Start of Supplied material

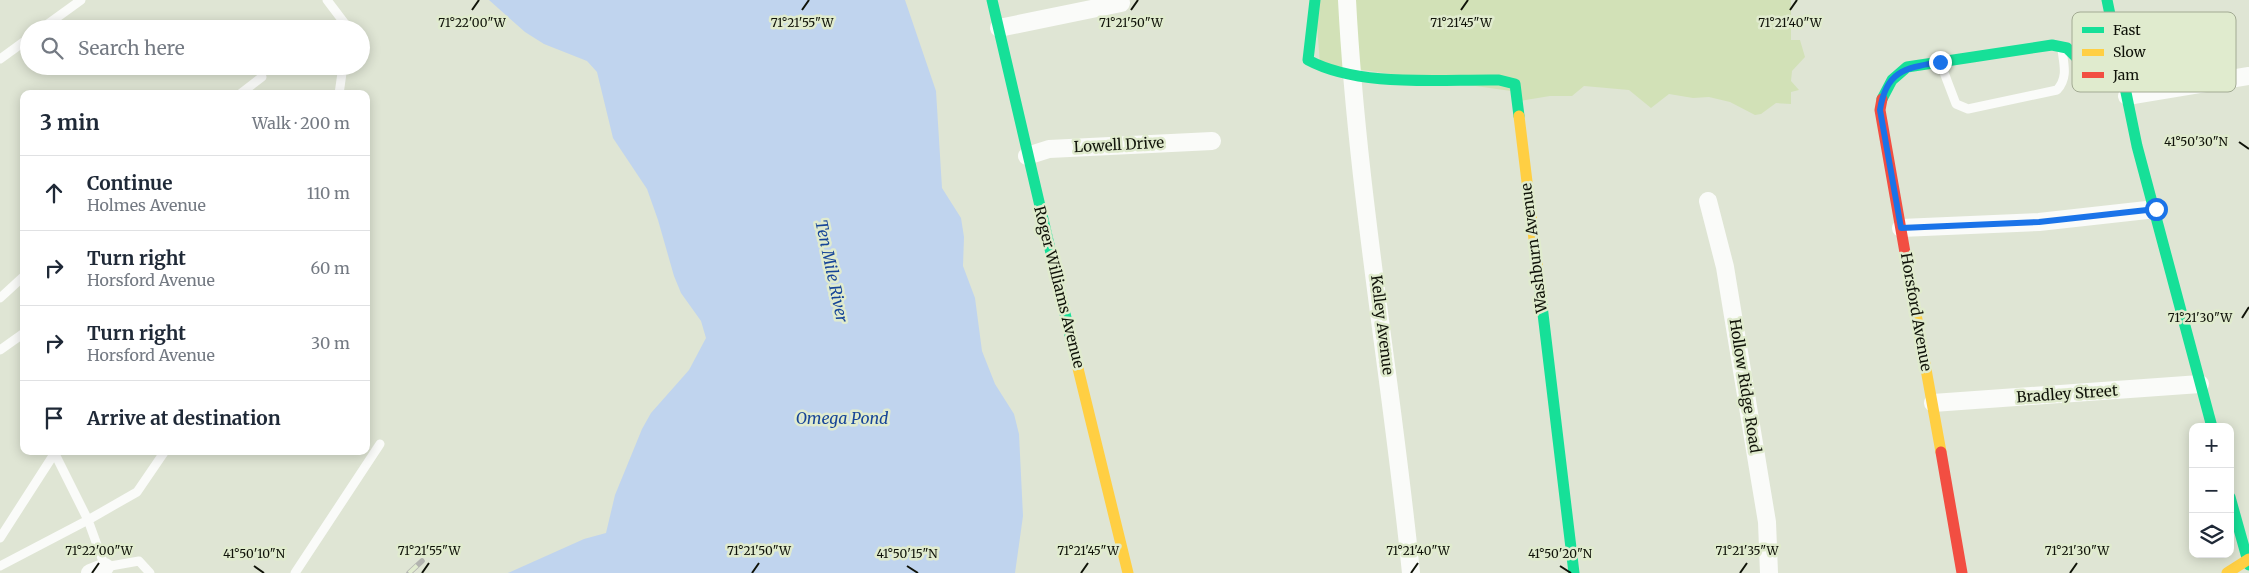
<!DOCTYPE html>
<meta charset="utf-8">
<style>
body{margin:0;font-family:Merriweather,serif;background:#f2f2f3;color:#1f2937}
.controls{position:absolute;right:15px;bottom:15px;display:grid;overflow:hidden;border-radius:10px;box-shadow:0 2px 12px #0003}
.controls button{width:45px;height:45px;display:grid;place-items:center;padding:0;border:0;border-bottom:1px solid #e0e1e3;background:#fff;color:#1f2937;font:25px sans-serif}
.stop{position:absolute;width:15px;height:15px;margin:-11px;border:4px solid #1a73e8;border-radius:50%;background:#fff}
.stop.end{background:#1a73e8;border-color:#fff;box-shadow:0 1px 5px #0008}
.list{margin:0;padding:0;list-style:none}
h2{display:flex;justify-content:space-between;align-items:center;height:65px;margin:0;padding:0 20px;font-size:21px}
h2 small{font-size:16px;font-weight:400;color:#747a83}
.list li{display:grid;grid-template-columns:32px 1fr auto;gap:15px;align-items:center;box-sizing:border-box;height:75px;padding:0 20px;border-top:1px solid #e0e1e3}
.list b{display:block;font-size:19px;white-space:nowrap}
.list p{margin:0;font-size:16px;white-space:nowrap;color:#747a83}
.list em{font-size:16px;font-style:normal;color:#747a83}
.icon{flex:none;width:28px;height:28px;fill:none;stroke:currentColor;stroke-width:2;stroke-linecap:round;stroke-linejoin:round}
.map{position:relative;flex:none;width:2249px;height:573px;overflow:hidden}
.search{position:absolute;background:#fff;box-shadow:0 2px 12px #0003;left:20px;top:20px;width:350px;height:55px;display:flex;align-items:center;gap:12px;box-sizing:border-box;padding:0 18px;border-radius:28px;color:#747a83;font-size:19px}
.panel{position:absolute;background:#fff;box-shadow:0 2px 12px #0003;left:20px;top:90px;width:350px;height:365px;border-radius:10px}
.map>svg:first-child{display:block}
.green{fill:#d2e1b7}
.water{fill:#c0d4ee}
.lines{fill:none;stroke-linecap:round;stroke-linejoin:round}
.lane{stroke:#fafbf9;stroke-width:9}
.street{stroke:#fafbf9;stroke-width:18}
.fast{stroke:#16e098;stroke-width:11}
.slow{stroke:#ffcf43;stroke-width:11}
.jam{stroke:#f24e42;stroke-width:11}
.rail-casing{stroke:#b2b3af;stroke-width:5.5}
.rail{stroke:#e0ebce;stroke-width:4;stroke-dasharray:11;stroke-linecap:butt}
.route{stroke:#1a73e8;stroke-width:6}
.ticks{fill:none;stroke:#101309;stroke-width:2}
.labels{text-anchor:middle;stroke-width:5;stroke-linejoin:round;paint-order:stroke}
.street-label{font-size:15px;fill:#101309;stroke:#e0ebce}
.water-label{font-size:16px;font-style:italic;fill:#164597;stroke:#e0ebce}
.key{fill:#e0ebce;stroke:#a2aa93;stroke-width:1}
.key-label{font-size:14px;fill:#101309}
.ticks-label{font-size:12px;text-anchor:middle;fill:#101309;stroke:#e0ebce;stroke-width:5;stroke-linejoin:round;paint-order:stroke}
</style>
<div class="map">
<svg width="2249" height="573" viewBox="0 0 2249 573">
<rect width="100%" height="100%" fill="#dfe5d4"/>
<path class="green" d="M1315 0H1791V40H1800L1805 57 1792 71 1791 81 1799 90 1791 92V104L1776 103 1761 114 1755 115 1730 102 1709 97 1693 98 1669 94 1651 108 1629 90 1584 86 1572 96H1550L1514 102 1511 91 1320 64Z"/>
<path class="water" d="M489 0H905L936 91 942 188 961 218 964 237 963 266 975 298 982 351 995 384 1014 414 1019 434 1023 516 1015 573H508L584 539 606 533 615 495 642 429 651 413 689 370 706 338 701 321 681 293 674 276 658 220 647 189 613 138 597 72 587 61 544 44 525 32Z"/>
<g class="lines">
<g class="lane">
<path d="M327 0 349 29"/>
<path d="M41 29 81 0"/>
<path d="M0 59 29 38"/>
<path d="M1940 62 1956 104 1968 109 2057 90C2068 78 2064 65 2062 50"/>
<path d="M240 94 262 77"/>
<path d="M339 94 343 66"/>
<path d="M0 298 24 276"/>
<path d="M0 350 24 333"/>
<path d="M0 538 56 451"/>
<path d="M0 566 88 520 55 454"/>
<path d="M150 573 139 561 105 567 88 520 137 492 165 451"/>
<path d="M295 573 380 444"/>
</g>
<g class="street">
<path d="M1347 0C1357 192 1392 382 1411 573"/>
<path d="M999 28 1121 3"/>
<path d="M2127 96 2249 76"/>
<path d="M1027 156 1049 149 1212 141"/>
<path d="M1708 201 1725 267 1759 474 1767 522 1769 573"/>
<path d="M1901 228 2039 222 2156 209"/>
<path d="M1933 403 2200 384"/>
<path d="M90 573 105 567"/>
</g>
<g class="fast">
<path d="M992 0 1074 352"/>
<path d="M1315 0 1308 60C1360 88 1441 79 1499 80L1515 84 1519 116"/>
<path d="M2107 0 2137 146 2212 427"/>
<path d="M1882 99 1892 80 1907 67 2052 45 2067 48 2077 58 2117 53"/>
<path d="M1538 272 1574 573"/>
<path d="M2230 497 2249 565"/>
</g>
<g class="slow">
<path d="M1519 116 1538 272"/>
<path d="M1910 281 1941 452"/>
<path d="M1074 352 1128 573"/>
<path d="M2227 573 2249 559"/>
</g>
<g class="jam">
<path d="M1882 99 1880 110 1910 281"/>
<path d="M1941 452 1962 573"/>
</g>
<g class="rail-casing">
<path id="rail" d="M409 573 422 561"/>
</g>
<use href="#rail" class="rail"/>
</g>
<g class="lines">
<path class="route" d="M1940 62C1906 68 1886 70 1880 110L1901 228 2039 222 2156 209"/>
</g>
<path class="ticks" d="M472 10 479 0M802 10 809 0M1131 10 1138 0M1461 10 1468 0M1790 10 1797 0M2239 142 2249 149M2242 318 2249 307M254 566 264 573M907 566 918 573M1560 566 1571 573M92 573 99 563M422 573 429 563M752 573 759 563M1081 573 1088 563M1411 573 1418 563M1740 573 1747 563M2070 573 2077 563"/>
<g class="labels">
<g class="street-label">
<text transform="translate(1119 145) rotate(-3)" y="5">Lowell Drive</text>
<text transform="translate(1534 248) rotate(-97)" y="5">Washburn Avenue</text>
<text transform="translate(1059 287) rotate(76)" y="5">Roger Williams Avenue</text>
<text transform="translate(1916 312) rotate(80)" y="5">Horsford Avenue</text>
<text transform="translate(1382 325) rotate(83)" y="5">Kelley Avenue</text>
<text transform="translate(1745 386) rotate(81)" y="5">Hollow Ridge Road</text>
<text transform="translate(2067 394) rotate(-4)" y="5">Bradley Street</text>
</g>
<g class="water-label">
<text transform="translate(832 271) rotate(78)" y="6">Ten Mile River</text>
<text x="842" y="424">Omega Pond</text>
</g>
</g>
<rect x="2072" y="12" width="164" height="80" rx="8" class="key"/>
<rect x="2082" y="27" width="22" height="6" fill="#16e098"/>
<rect x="2082" y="49" width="22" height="7" fill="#ffcf43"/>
<rect x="2082" y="72" width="22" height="6" fill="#f24e42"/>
<g class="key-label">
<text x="2113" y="35">Fast</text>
<text x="2113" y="57">Slow</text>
<text x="2113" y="80">Jam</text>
</g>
<g class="ticks-label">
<text x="472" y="27">71°22'00"W</text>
<text x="802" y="27">71°21'55"W</text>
<text x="1131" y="27">71°21'50"W</text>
<text x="1461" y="27">71°21'45"W</text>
<text x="1790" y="27">71°21'40"W</text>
<text x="2196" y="146">41°50'30"N</text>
<text x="2200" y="322">71°21'30"W</text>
<text x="99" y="555">71°22'00"W</text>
<text x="429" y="555">71°21'55"W</text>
<text x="759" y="555">71°21'50"W</text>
<text x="1088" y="555">71°21'45"W</text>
<text x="1418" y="555">71°21'40"W</text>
<text x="1747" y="555">71°21'35"W</text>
<text x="2077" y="555">71°21'30"W</text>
<text x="254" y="558">41°50'10"N</text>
<text x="907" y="558">41°50'15"N</text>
<text x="1560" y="558">41°50'20"N</text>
</g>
</svg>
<div class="controls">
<button>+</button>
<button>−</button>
<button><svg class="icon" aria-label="layers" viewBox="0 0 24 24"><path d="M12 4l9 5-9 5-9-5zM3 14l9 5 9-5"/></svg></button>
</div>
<div class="stop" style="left:2156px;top:209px"></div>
<div class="stop end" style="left:1940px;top:62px"></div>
<div class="search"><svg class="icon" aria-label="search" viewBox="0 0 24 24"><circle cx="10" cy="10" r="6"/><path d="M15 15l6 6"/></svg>Search here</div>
<section class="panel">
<h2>3 min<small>Walk · 200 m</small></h2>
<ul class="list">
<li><svg class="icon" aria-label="ahead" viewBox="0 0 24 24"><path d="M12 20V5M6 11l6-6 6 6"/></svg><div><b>Continue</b><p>Holmes Avenue</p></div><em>110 m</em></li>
<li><svg class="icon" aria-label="right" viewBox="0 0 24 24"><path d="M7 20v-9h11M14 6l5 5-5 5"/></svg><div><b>Turn right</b><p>Horsford Avenue</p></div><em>60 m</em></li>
<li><svg class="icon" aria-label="right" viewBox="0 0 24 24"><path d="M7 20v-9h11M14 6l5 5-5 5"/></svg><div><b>Turn right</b><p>Horsford Avenue</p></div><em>30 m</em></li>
<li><svg class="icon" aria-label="arrive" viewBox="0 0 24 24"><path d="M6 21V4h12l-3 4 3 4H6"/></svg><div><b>Arrive at destination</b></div></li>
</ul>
</section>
</div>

End of Supplied material

• _Brief_: Only lines that contain "solid" are needed, so copy each of them from the data.

• _Solution to this task_:
.controls button{width:45px;height:45px;display:grid;place-items:center;padding:0;border:0;border-bottom:1px solid #e0e1e3;background:#fff;color:#1f2937;font:25px sans-serif}
.stop{position:absolute;width:15px;height:15px;margin:-11px;border:4px solid #1a73e8;border-radius:50%;background:#fff}
.list li{display:grid;grid-template-columns:32px 1fr auto;gap:15px;align-items:center;box-sizing:border-box;height:75px;padding:0 20px;border-top:1px solid #e0e1e3}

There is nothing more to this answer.